I slipped it under my pillow.

Finally, I felt like a huge weight was lifting off my chest.

54

THE NEXT
morning, Lucia greeted us with warm smiles, huge plates of breakfast, frothy glasses of fresh-squeezed
jugo de tomatillo
, and an exuberant exclamation: “It is
venticuatro de julio
!”

I stared at her as she plunked Ecuadorian flags on toothpicks into our breakfast rolls.

“Um, yay?” I said. “What’s July twenty-fourth?”

Lucia frowned. “You do not know? There was no talk of this at Vuelta? It is
el natalicio del Libertador
!”

“The Liberator?” I echoed. That nickname sounded like another cyclist.

“Simón Bolivar. He helped to liberate Latin America from the Spanish Empire,” Lucia explained. He is a very important figure. On this day we have a public holiday, parades in the street, celebrations.”
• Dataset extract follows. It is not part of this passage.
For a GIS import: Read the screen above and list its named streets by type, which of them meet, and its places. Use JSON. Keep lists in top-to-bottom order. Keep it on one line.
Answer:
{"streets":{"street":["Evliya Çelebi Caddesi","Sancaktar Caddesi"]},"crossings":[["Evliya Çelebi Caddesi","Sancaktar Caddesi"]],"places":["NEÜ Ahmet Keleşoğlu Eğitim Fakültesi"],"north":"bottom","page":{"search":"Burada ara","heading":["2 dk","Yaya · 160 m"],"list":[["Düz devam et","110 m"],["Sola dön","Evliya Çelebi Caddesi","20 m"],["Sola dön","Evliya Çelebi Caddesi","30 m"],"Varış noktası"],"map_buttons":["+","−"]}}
Mari shot me a panicked look. “I’m sorry, Tessa,” she whispered. “My cousin told me about this this holiday, and I totally forgot about it. This could really throw off our plan.”
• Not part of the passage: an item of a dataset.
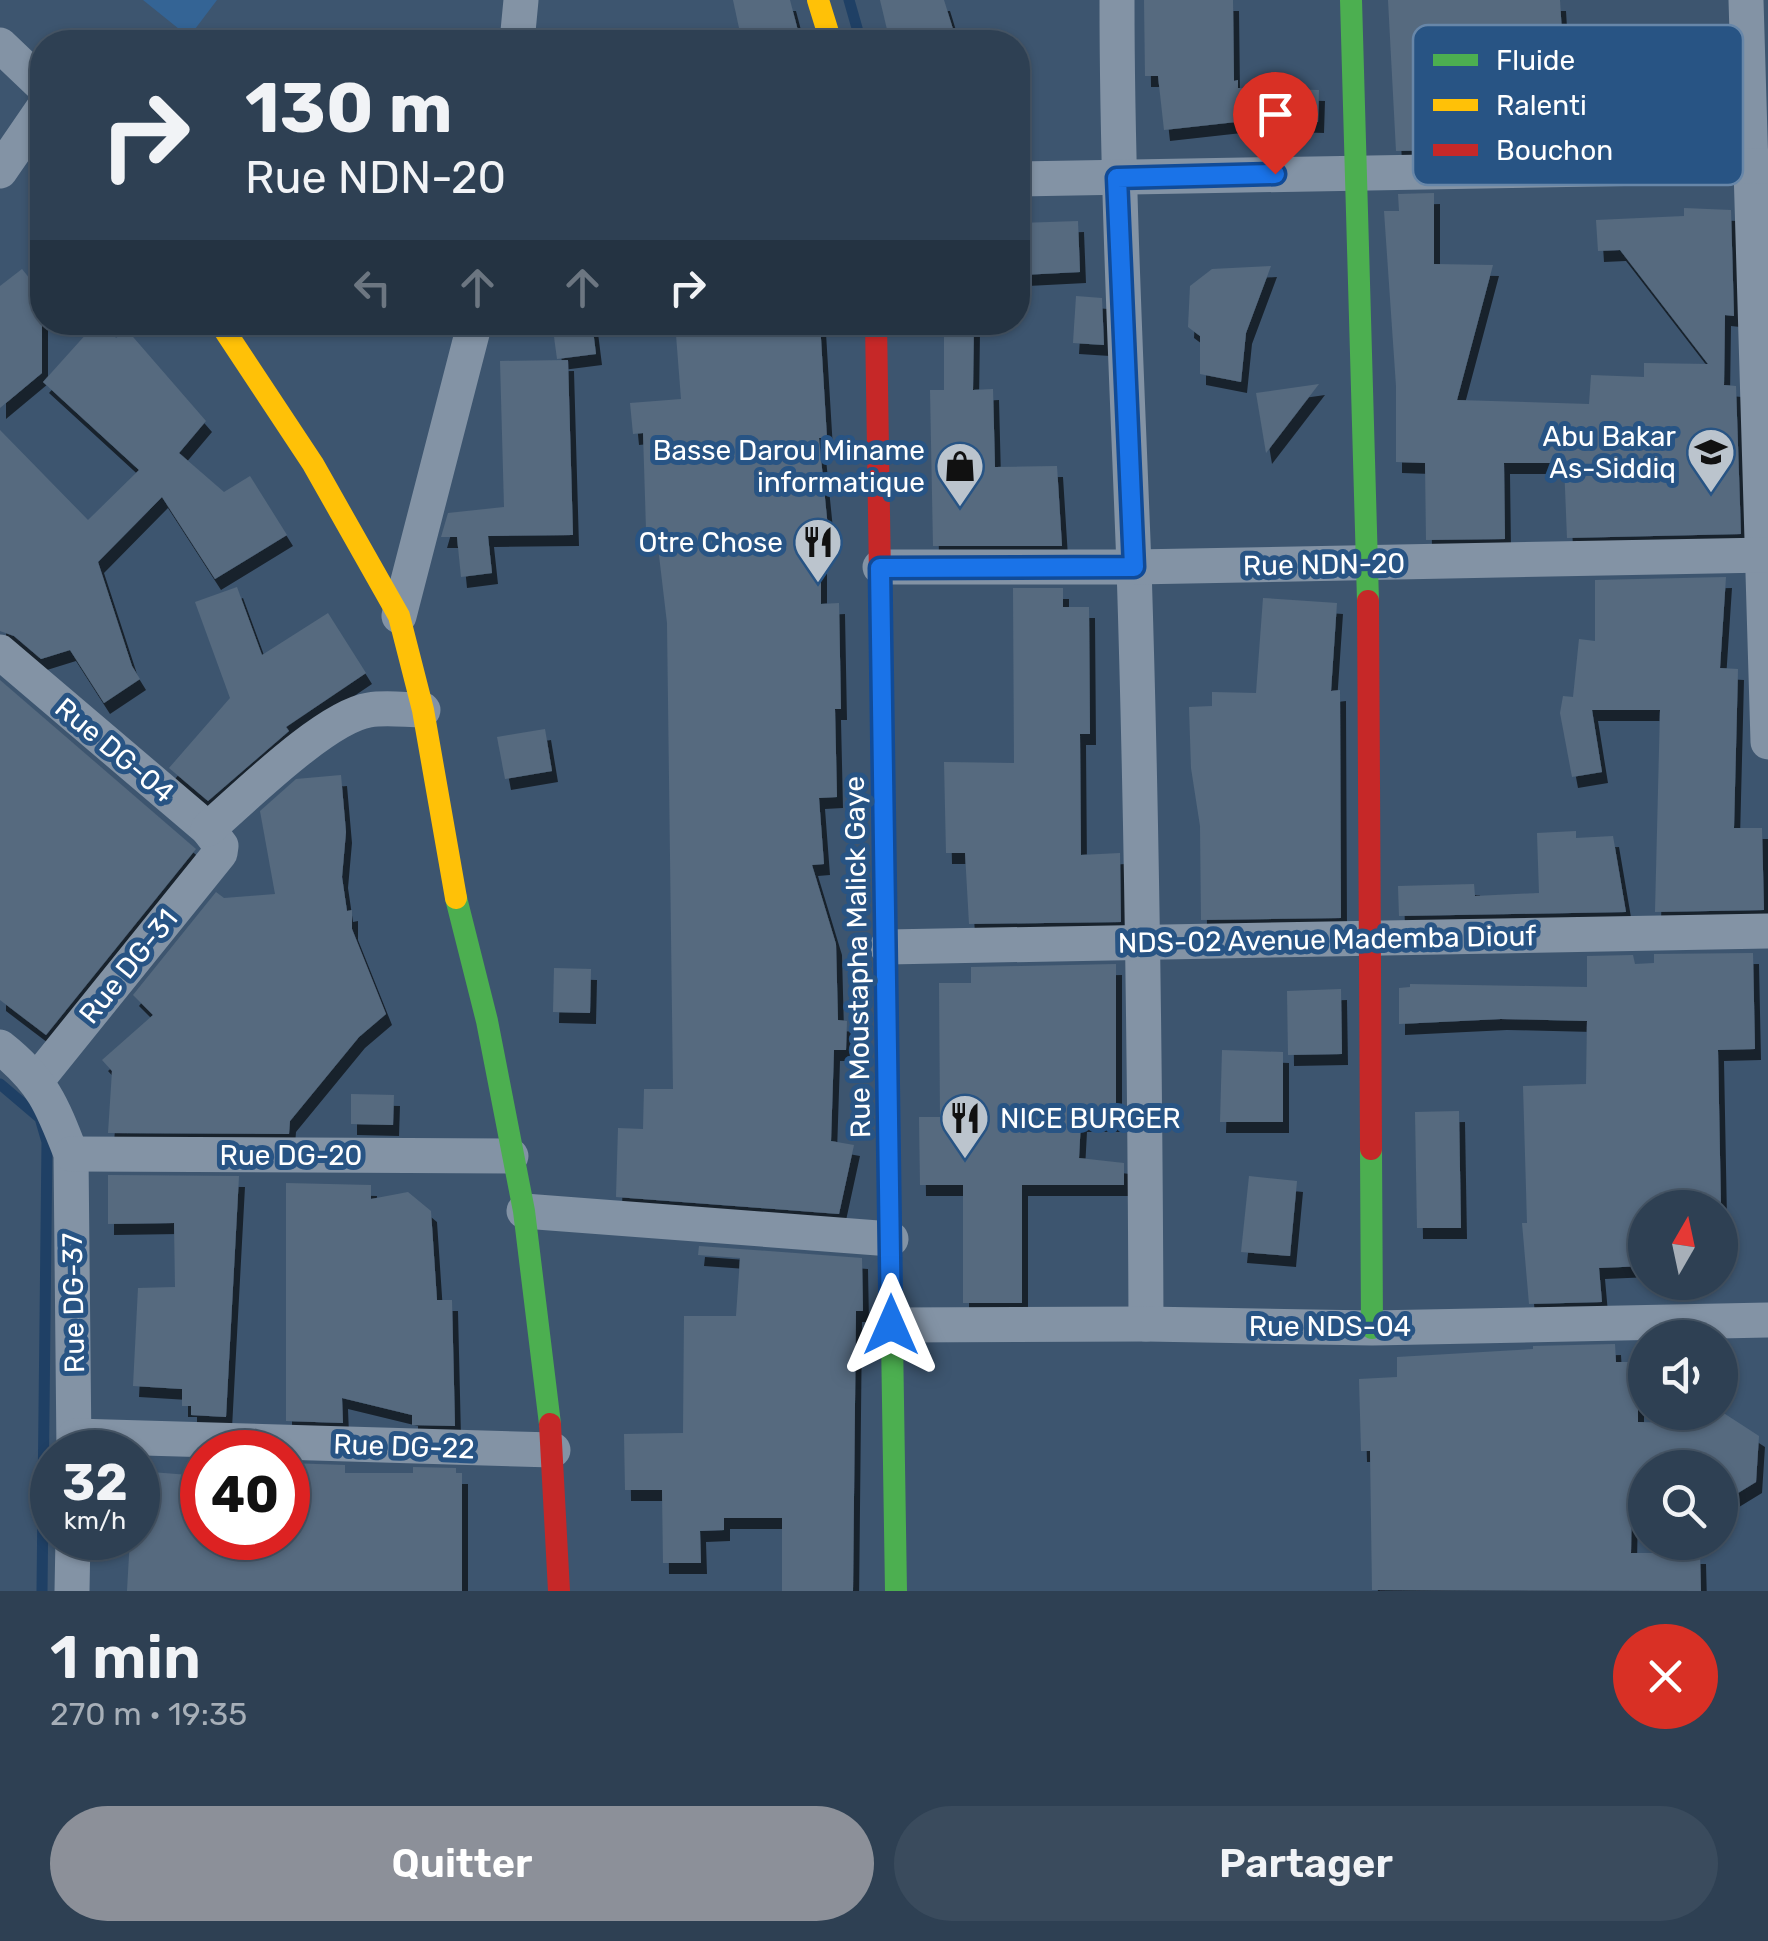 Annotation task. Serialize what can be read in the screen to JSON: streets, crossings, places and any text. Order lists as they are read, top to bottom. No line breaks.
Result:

“If it’s a public holiday, does that mean offices are closed?” I asked Lucia.

“Government offices, yes, and most businesses. Hugo will not be at work, so he will take you to the container unload this morning,” Lucia explained as she stirred two short mugs of Nescafé.

I shook my head, struggling to keep up. “Today’s Thursday. The container unload is tomorrow.”

“No. It’s today! Wilson called early this morning to say that it is arriving today, a day ahead of schedule, despite the protests,” Lucia said, beaming. She handed Mari and me our coffee. “You must be at the Vuelta warehouse for the unload in one hour. Hugo will drive you right after breakfast. This means missing the circuit race for the PAC Tour, but I think this is more important, yes?”

Mari and I exchanged a look. “Santiago invited the ambassador to come to the container unload to see the bike tomorrow. Not today,” I whispered to Mari when Lucia disappeared into the kitchen again. “He won’t be at the container unload today. Or at the office—it’ll be closed!”

“But he
will
be at the PAC circuit race,” said Mari. “I guarantee. It’s the first PAC Tour cycling event in Ecuador, and it’s el Ratón’s debut event with Equipo Diablo. The ambassador, as a cycling fan, wouldn’t miss this for the world. And law enforcement will be a huge presence at the race. The ambassador should know which officers are trustworthy.”

“Are you saying we’re supposed to find the ambassador somewhere on the course?”

“It’s a high-speed, two-mile course making a square through the business district,” Mari explained. “The start and finish line are at the same place, since it’s a circuit. That’s where the grandstands are. El Parque Metropolitano. He’ll be there, in VIP seating. We’ll go there and give him the flash drive this morning.”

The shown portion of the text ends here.